In the fifth lunar month of 1645, Qing forces led by the Manchu prince Dodo besieged Yangzhou. Shi Kefa sent a messenger to request reinforcements. His subordinate Liu Zeqing (劉澤清) escaped north to Huai'an, while only Liu Zhaoji (劉肇基) came to Shi Kefa's aid.

The Qing regent Dorgon wrote to Shi Kefa, asking for his surrender, but Shi declined. Shi Kefa's response, titled Reply to Dorgon's letter (復多爾袞書), was noted for its neither servile nor overbearing tone, and was circulated among later generations.

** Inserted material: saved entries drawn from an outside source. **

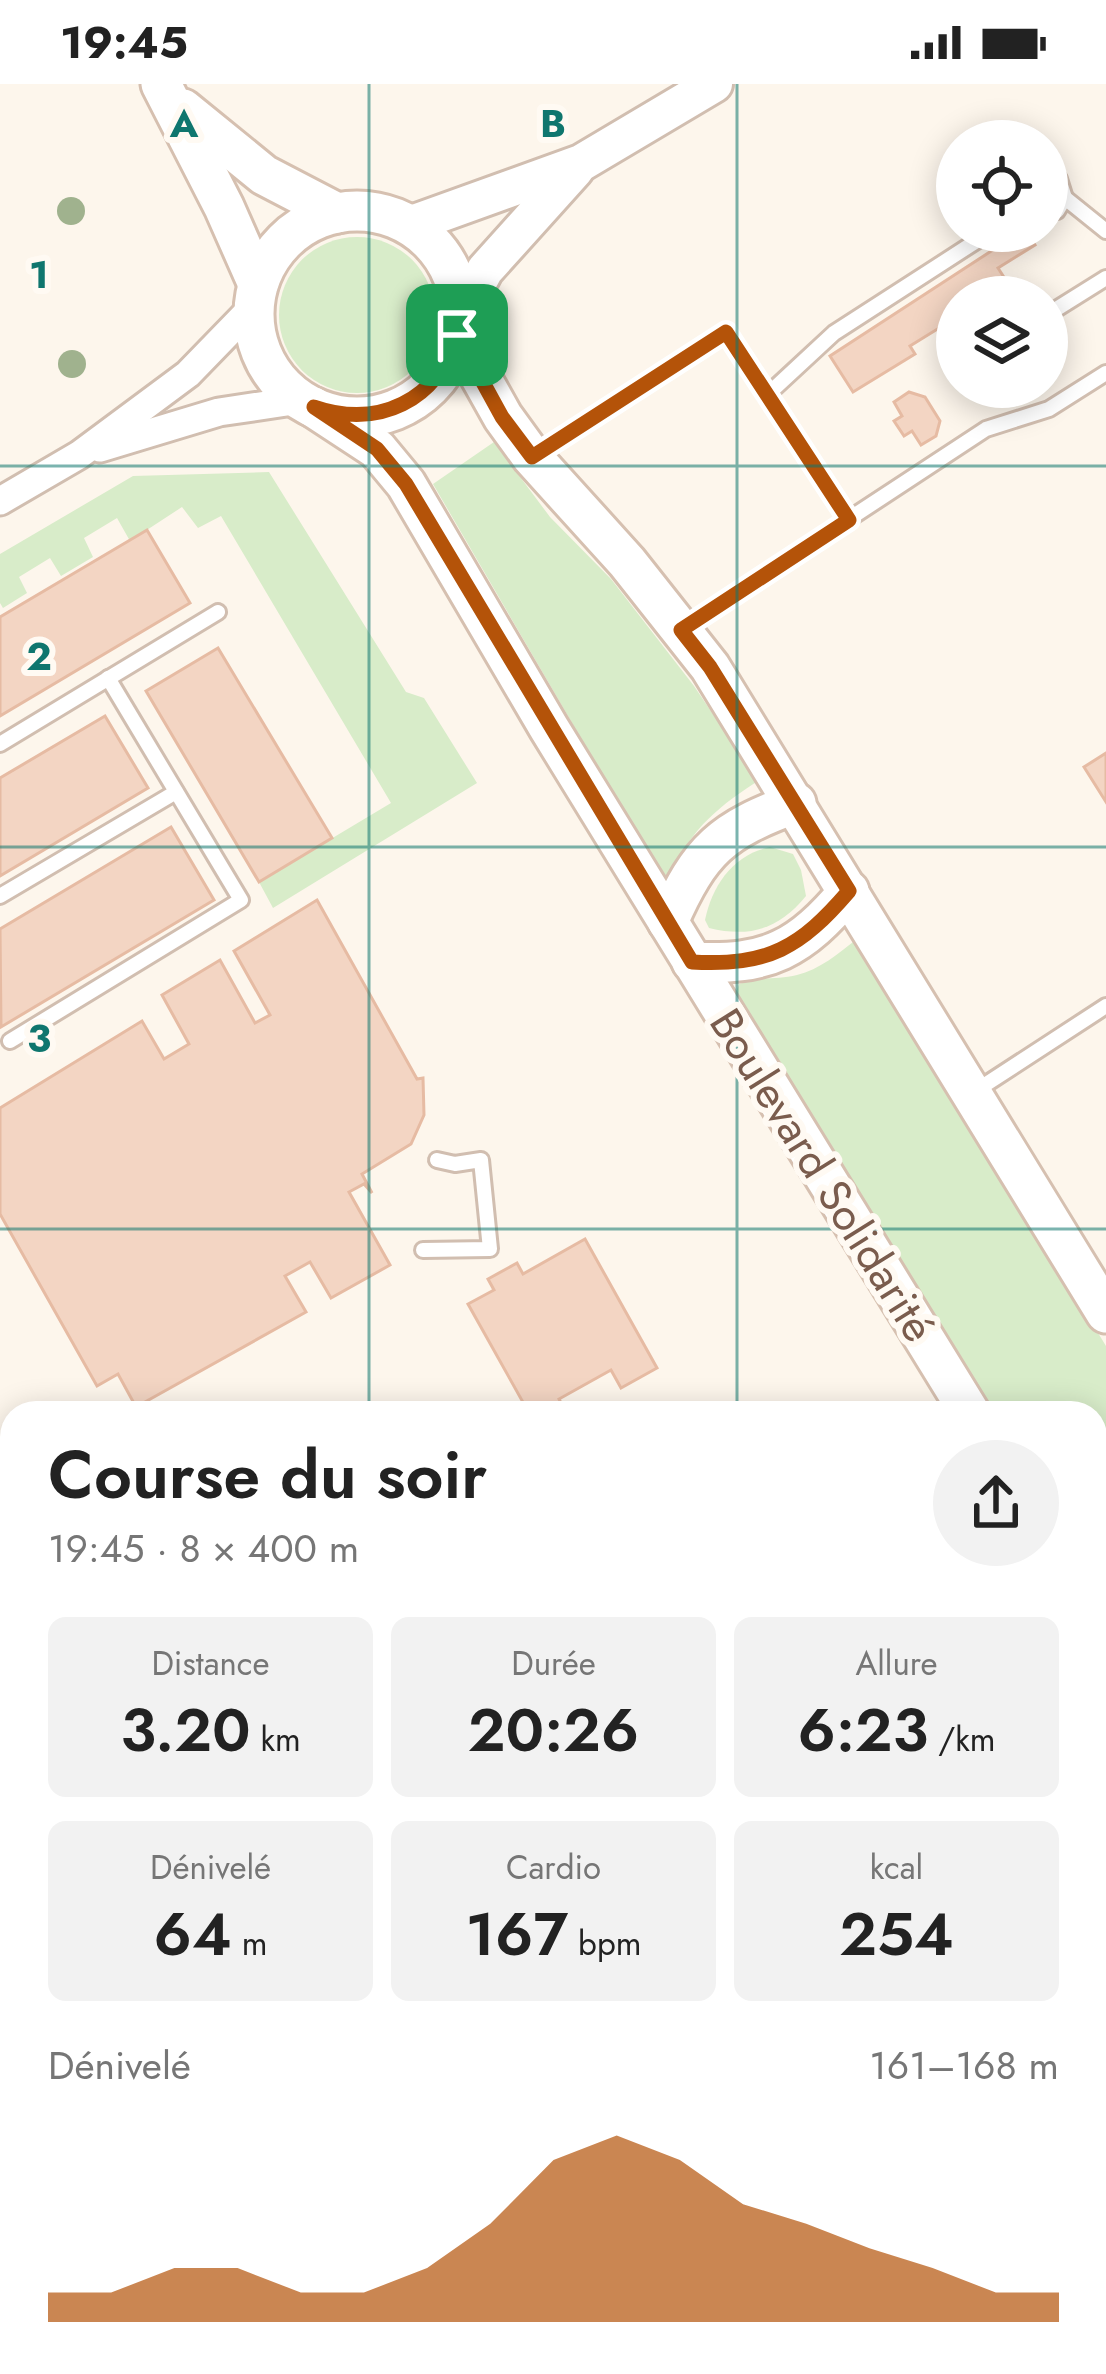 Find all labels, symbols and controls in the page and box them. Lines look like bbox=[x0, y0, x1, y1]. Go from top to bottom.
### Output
text: 19:45 bbox=[60, 10, 188, 75]
text: A bbox=[169, 95, 199, 152]
text: B bbox=[540, 95, 566, 152]
map controls bbox=[936, 120, 1068, 408]
button: locate bbox=[936, 120, 1068, 252]
text: 1 bbox=[29, 246, 49, 303]
button: layers bbox=[936, 276, 1068, 408]
pin bbox=[406, 284, 508, 386]
icon: arrive bbox=[424, 302, 490, 368]
text: 2 bbox=[26, 628, 52, 685]
street label: Boulevard Solidarité bbox=[694, 996, 951, 1354]
text: 3 bbox=[27, 1010, 51, 1067]
text: Course du soir bbox=[48, 1427, 487, 1523]
button: share bbox=[933, 1440, 1059, 1566]
text: 19:45 · 8 × 400 m bbox=[48, 1520, 359, 1577]
text: Distance bbox=[151, 1640, 270, 1687]
text: Durée bbox=[511, 1640, 596, 1687]
text: Allure bbox=[855, 1640, 938, 1687]
text: 3.20 bbox=[120, 1687, 250, 1774]
text: 20:26 bbox=[468, 1687, 639, 1774]
text: 6:23 bbox=[797, 1687, 928, 1774]
text: km bbox=[250, 1716, 301, 1763]
text: /km bbox=[928, 1716, 996, 1763]
text: Dénivelé bbox=[150, 1844, 271, 1891]
text: Cardio bbox=[506, 1844, 601, 1891]
text: kcal bbox=[870, 1844, 923, 1891]
text: 64 bbox=[154, 1891, 232, 1978]
text: 167 bbox=[466, 1891, 568, 1978]
text: 254 bbox=[839, 1891, 954, 1978]
text: m bbox=[232, 1920, 267, 1967]
text: bpm bbox=[568, 1920, 641, 1967]
text: Dénivelé bbox=[48, 2037, 191, 2094]
text: 161–168 m bbox=[869, 2037, 1059, 2094] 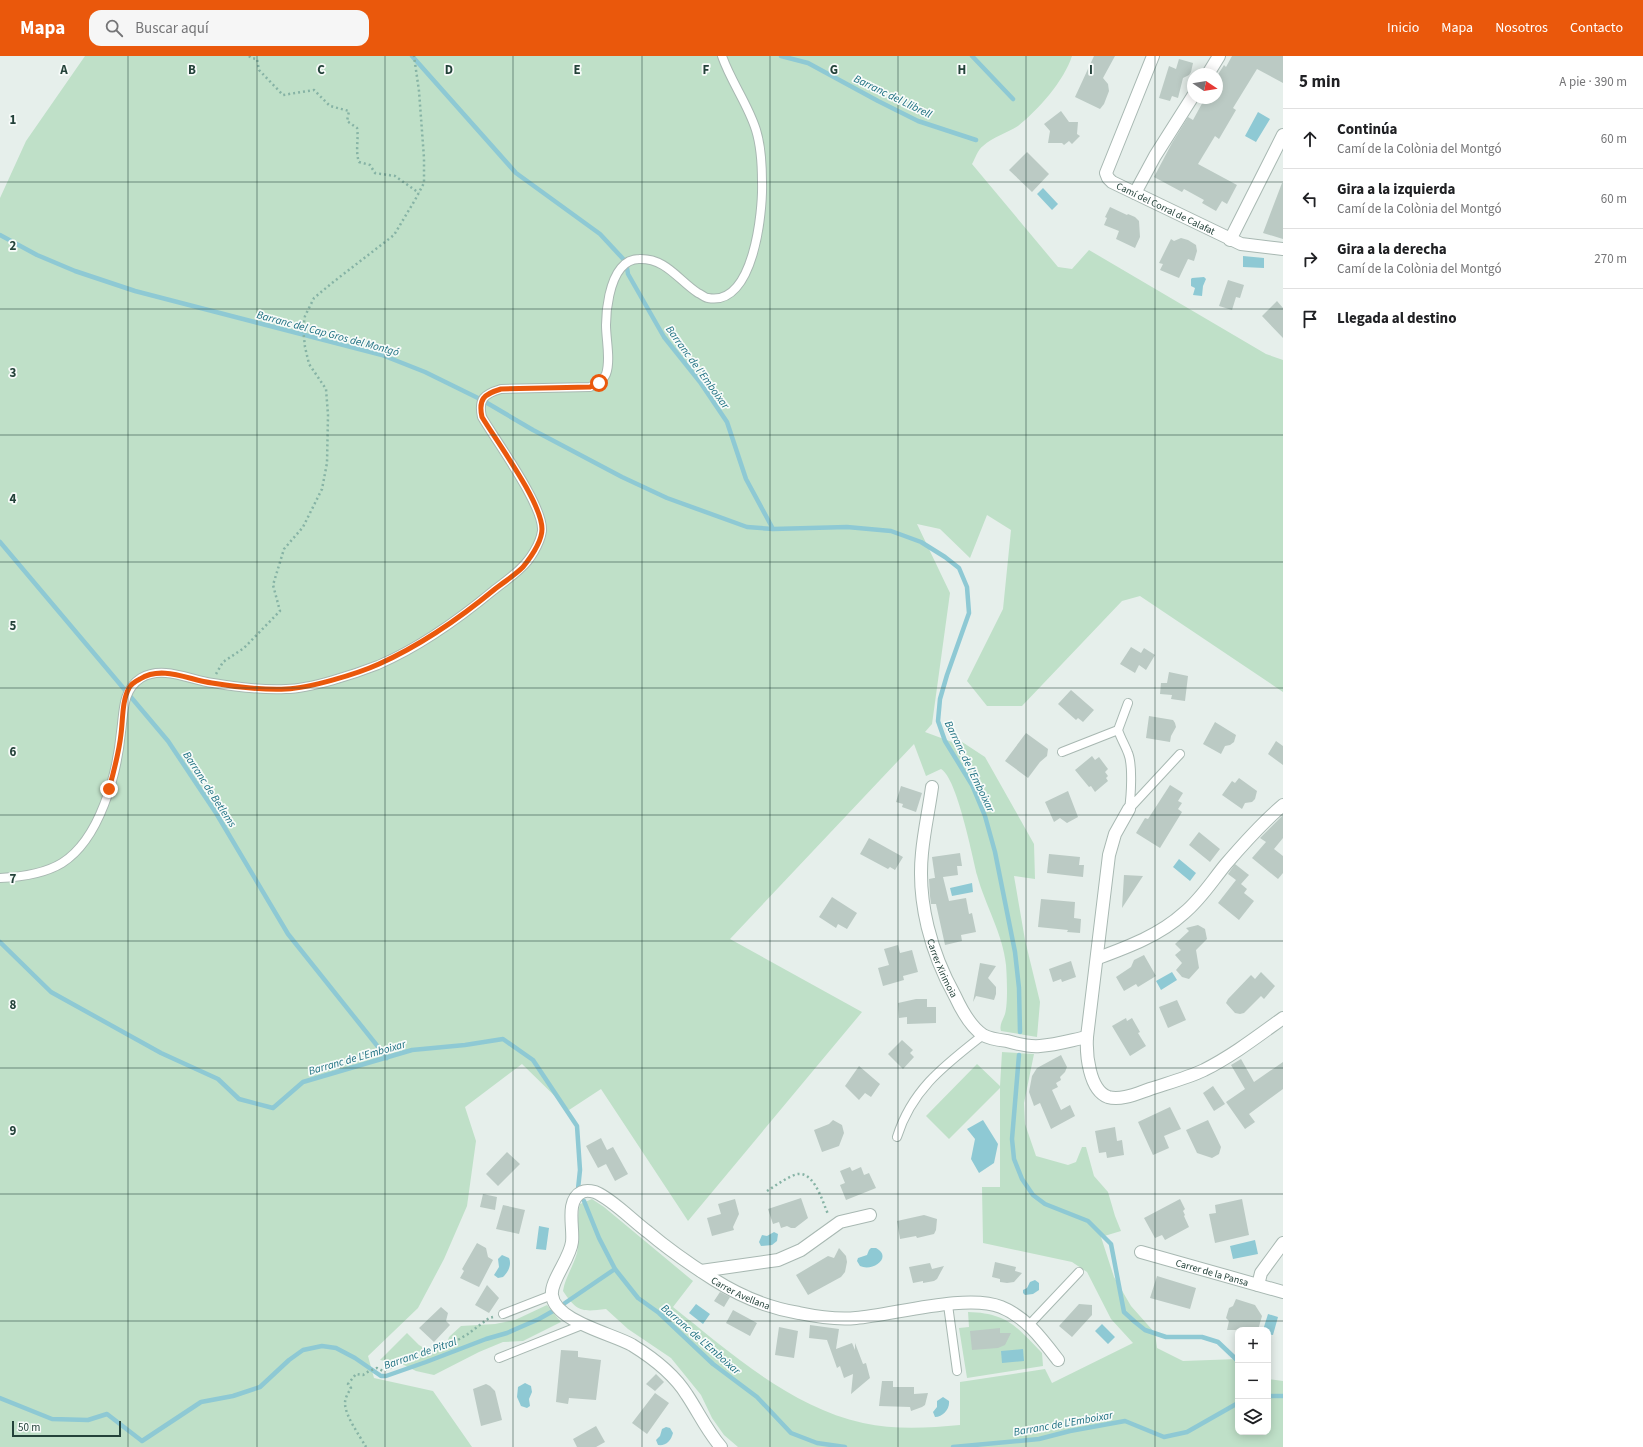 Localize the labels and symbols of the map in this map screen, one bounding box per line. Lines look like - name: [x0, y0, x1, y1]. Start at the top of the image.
- text: A: [59, 61, 68, 79]
- text: B: [188, 61, 196, 79]
- text: C: [317, 61, 325, 79]
- text: D: [445, 61, 453, 79]
- text: E: [573, 61, 581, 79]
- text: F: [703, 61, 710, 79]
- text: G: [830, 61, 838, 79]
- text: H: [958, 61, 966, 79]
- text: I: [1089, 61, 1093, 79]
- north arrow: [1187, 68, 1223, 104]
- water label: Barranc del Llibrell: [851, 71, 935, 122]
- text: 1: [10, 111, 17, 129]
- street label: Camí del Corral de Calafat: [1114, 179, 1218, 239]
- text: 2: [10, 237, 17, 255]
- water label: Barranc del Cap Gros del Montgó: [255, 307, 401, 360]
- water label: Barranc de l'Emboixar: [662, 323, 734, 413]
- text: 3: [10, 364, 17, 382]
- route start: [590, 374, 608, 392]
- text: 4: [10, 490, 17, 508]
- text: 5: [10, 617, 17, 635]
- water label: Barranc de l'Emboixar: [941, 718, 999, 815]
- text: 6: [10, 743, 17, 761]
- water label: Barranc de Betlems: [179, 748, 240, 831]
- route end: [100, 780, 118, 798]
- text: 7: [10, 870, 17, 888]
- street label: Carrer Xirimoia: [923, 937, 961, 1000]
- text: 8: [10, 996, 17, 1014]
- water label: Barranc de L'Emboixar: [307, 1036, 409, 1079]
- text: 9: [10, 1122, 17, 1140]
- street label: Carrer de la Pansa: [1174, 1256, 1250, 1290]
- street label: Carrer Avellana: [708, 1273, 772, 1313]
- water label: Barranc de L'Emboixar: [658, 1301, 744, 1379]
- water label: Barranc de Pitral: [382, 1334, 459, 1373]
- water label: Barranc de L'Emboixar: [1012, 1407, 1115, 1440]
- scale bar: [12, 1419, 121, 1438]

Subsequently, Shi Kefa entrusted his subordinate Shi Dewei (史德威), whom he had adopted as a godson, with his funeral arrangements, saying that he wished to be buried at Plum Blossom Ridge (梅花嶺) after his death.

On the 24th day, Qing armies bombarded Yangzhou with cannon fire and the city fell that night. Shi Kefa attempted suicide by slitting his throat but failed. He then ordered Shi Dewei to kill him but Shi Dewei tearfully refused and did not dare to look up at his godfather. Shi Kefa then shouted "I'm Military Inspector Shi. Quickly kill me!" and was captured as a prisoner-of-war. Dodo tried to persuade Shi Kefa to surrender and serve him, saying, "Previously we sent you a letter politely asking for your surrender, but you refused. Now that you've fulfilled your loyalty and righteousness, you should take on a new important responsibility – help me conquer Jiangnan." Shi Kefa replied, "I fall together with the city. My decision will not change. Even if I'm torn to pieces, my feelings will be as sweet as maltose. But do not harm the thousands of lives in Yangzhou!" Shi Kefa was then executed.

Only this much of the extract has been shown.